■ Provided data ■
=-=-=-=-=
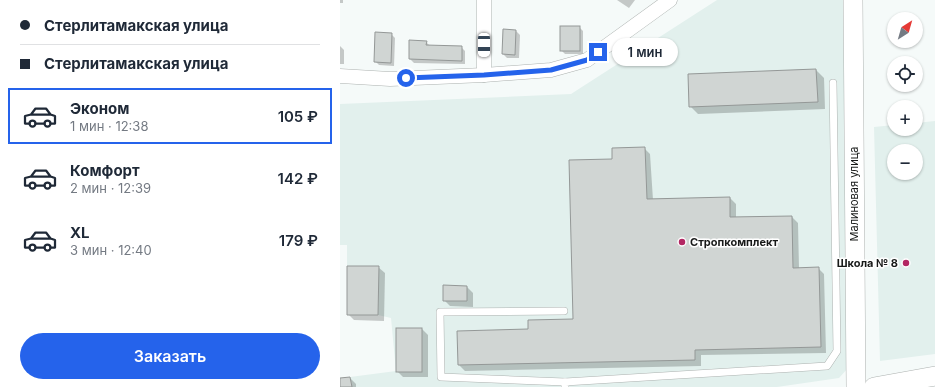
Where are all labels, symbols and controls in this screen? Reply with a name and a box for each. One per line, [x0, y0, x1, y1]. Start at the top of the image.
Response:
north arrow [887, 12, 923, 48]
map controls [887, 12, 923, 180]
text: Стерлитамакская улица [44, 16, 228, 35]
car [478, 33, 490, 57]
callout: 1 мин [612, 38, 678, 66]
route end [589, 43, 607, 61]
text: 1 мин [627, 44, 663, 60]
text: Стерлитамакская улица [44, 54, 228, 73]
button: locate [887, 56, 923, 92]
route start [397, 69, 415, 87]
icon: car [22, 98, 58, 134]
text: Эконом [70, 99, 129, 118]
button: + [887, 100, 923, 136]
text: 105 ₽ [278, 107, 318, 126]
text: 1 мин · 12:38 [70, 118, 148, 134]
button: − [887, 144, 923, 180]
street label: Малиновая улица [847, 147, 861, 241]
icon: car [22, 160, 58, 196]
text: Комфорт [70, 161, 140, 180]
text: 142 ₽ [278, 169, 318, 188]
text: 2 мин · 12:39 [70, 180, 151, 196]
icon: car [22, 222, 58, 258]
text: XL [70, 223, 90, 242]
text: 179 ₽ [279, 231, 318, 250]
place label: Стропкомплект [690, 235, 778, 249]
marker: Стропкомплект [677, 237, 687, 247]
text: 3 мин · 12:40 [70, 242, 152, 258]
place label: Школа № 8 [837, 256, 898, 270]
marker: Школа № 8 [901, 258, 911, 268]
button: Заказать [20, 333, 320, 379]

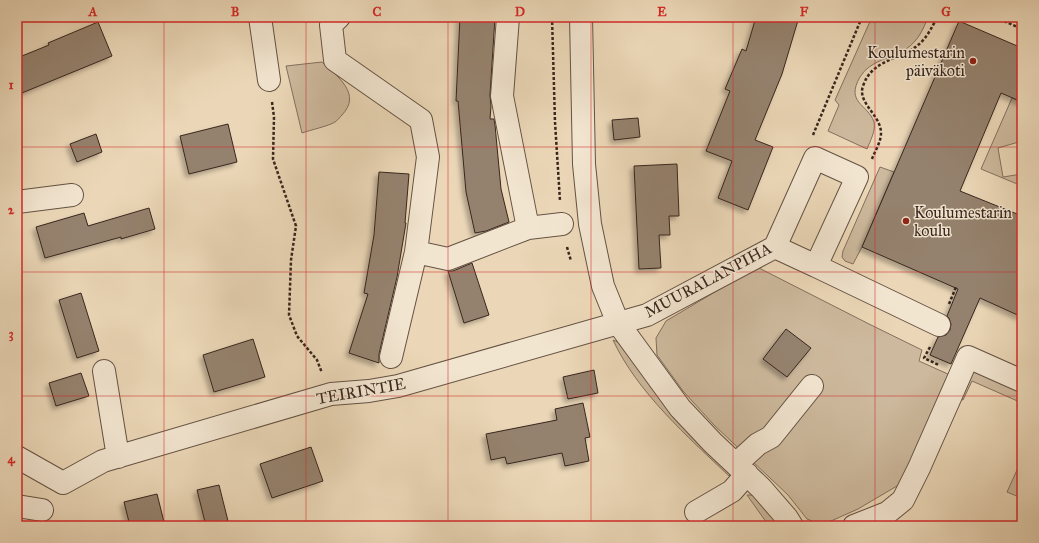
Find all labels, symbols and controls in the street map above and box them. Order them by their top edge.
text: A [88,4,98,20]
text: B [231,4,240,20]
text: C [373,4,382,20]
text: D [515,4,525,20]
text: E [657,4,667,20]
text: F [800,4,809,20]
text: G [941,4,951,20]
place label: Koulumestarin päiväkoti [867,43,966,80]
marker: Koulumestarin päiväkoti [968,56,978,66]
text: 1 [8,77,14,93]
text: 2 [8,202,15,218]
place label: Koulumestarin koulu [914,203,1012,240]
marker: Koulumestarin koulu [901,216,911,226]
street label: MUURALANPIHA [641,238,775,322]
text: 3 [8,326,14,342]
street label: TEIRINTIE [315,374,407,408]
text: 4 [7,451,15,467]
=-=-=-=-=
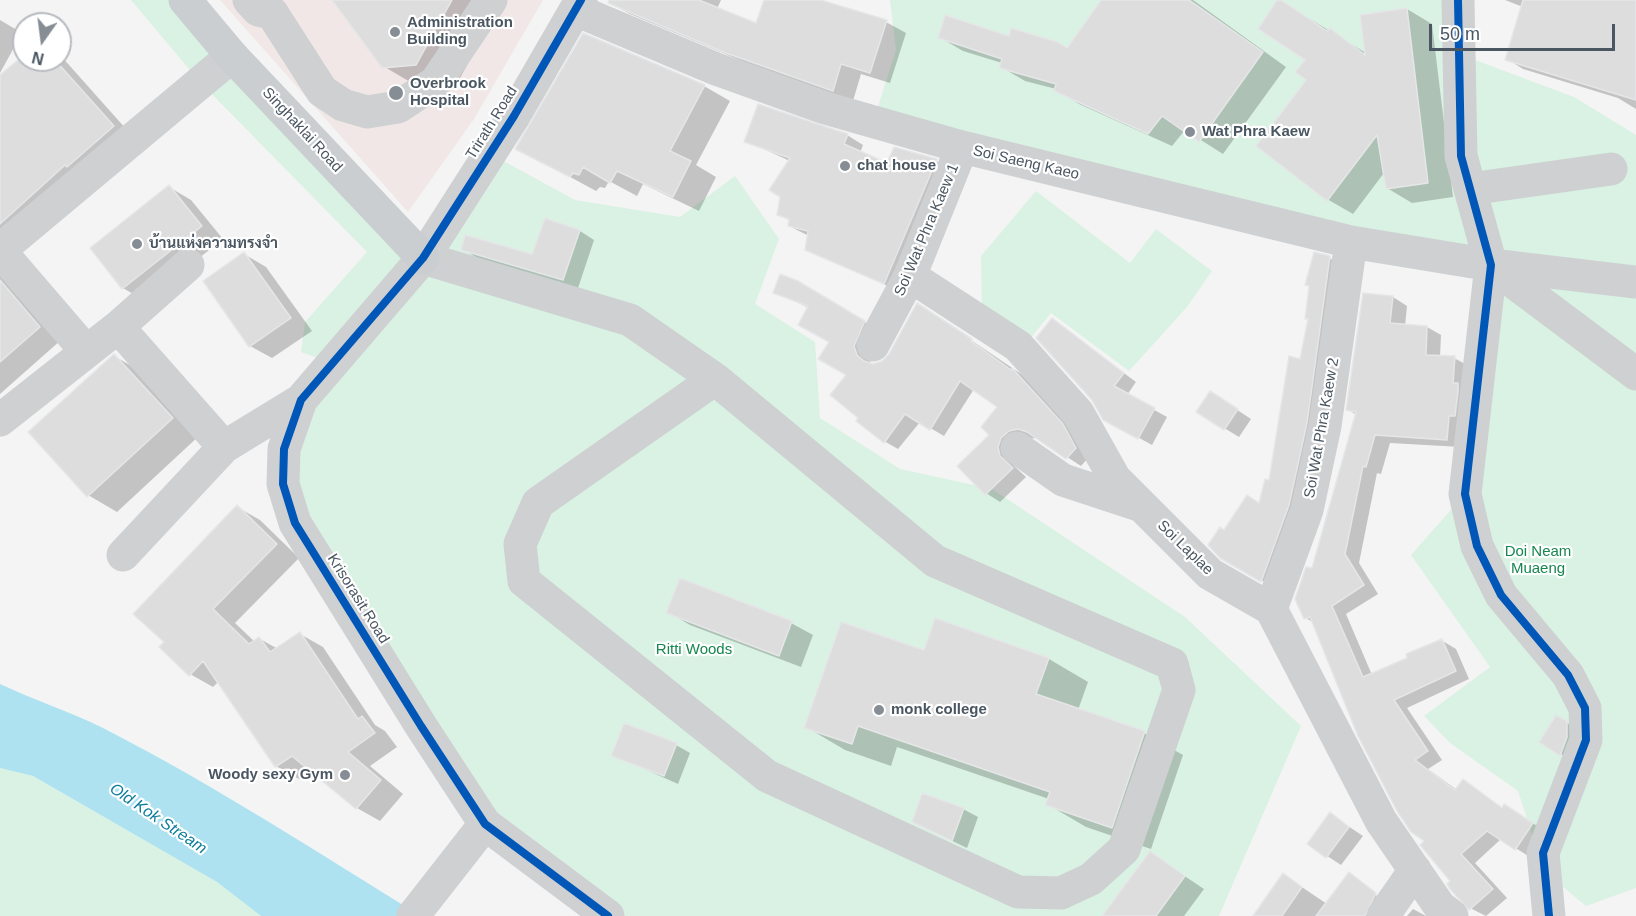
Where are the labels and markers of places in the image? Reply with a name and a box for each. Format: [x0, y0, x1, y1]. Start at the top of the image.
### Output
=-=-=-=-=
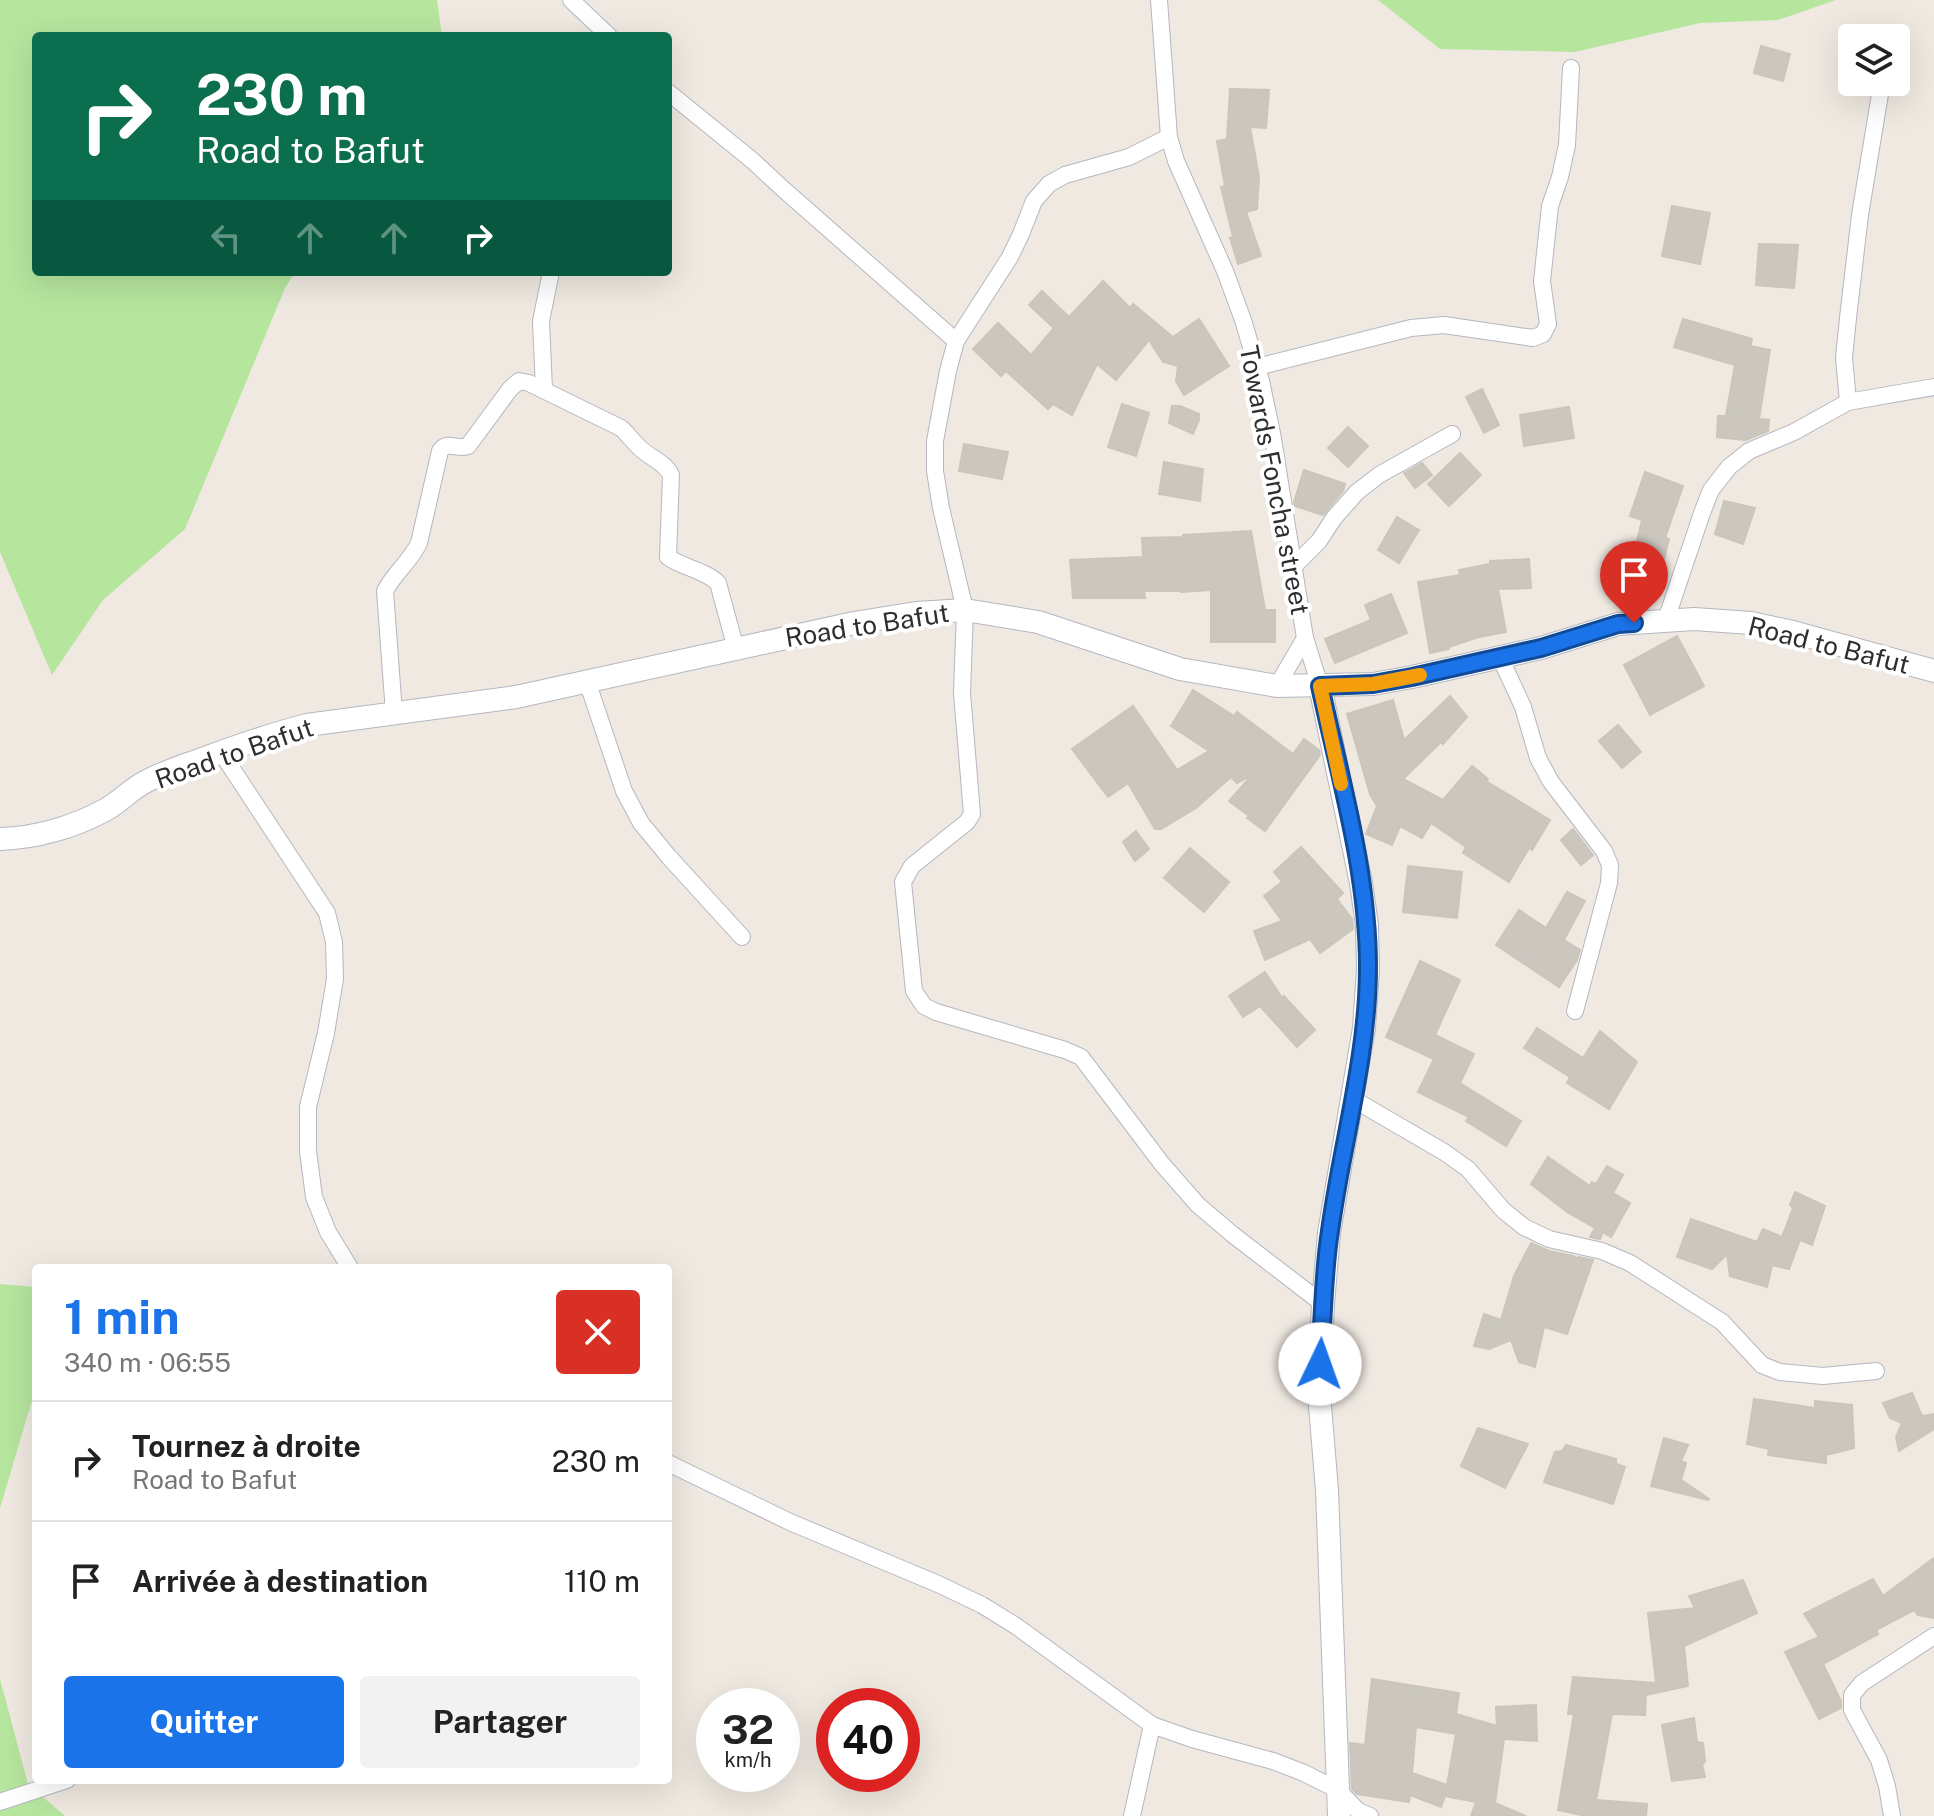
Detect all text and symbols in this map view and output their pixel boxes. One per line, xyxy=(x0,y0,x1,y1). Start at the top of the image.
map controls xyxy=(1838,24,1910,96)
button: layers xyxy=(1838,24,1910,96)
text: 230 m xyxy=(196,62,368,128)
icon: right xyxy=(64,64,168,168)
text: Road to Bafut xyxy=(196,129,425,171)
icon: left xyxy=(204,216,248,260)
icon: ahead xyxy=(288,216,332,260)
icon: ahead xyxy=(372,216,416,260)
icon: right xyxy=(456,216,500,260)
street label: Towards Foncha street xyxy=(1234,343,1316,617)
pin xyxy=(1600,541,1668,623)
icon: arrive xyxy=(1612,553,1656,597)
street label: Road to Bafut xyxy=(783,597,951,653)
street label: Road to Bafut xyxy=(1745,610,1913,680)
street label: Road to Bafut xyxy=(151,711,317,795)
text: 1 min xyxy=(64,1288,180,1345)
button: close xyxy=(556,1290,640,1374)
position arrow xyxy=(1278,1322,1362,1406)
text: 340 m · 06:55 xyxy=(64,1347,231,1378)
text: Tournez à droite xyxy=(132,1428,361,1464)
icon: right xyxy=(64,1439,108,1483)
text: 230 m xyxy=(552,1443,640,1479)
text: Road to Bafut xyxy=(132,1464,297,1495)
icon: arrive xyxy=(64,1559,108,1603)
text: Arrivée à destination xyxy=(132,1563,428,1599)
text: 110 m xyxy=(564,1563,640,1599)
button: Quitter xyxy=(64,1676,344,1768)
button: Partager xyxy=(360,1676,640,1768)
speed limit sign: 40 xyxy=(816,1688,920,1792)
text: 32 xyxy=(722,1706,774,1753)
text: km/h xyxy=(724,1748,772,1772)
=-=-=-=-=
Show every line above in which the word "Where" occurs.

■ Result of this exercise ■
Where are all labels, symbols and controls in this screen? Reply with a name and a box for each. One per line, [x0, y0, x1, y1]. Start at the top of the image.
Where are the labels and markers of places in the image? Reply with a name and a box for each. Format: [x0, y0, x1, y1]. Start at the top of the image.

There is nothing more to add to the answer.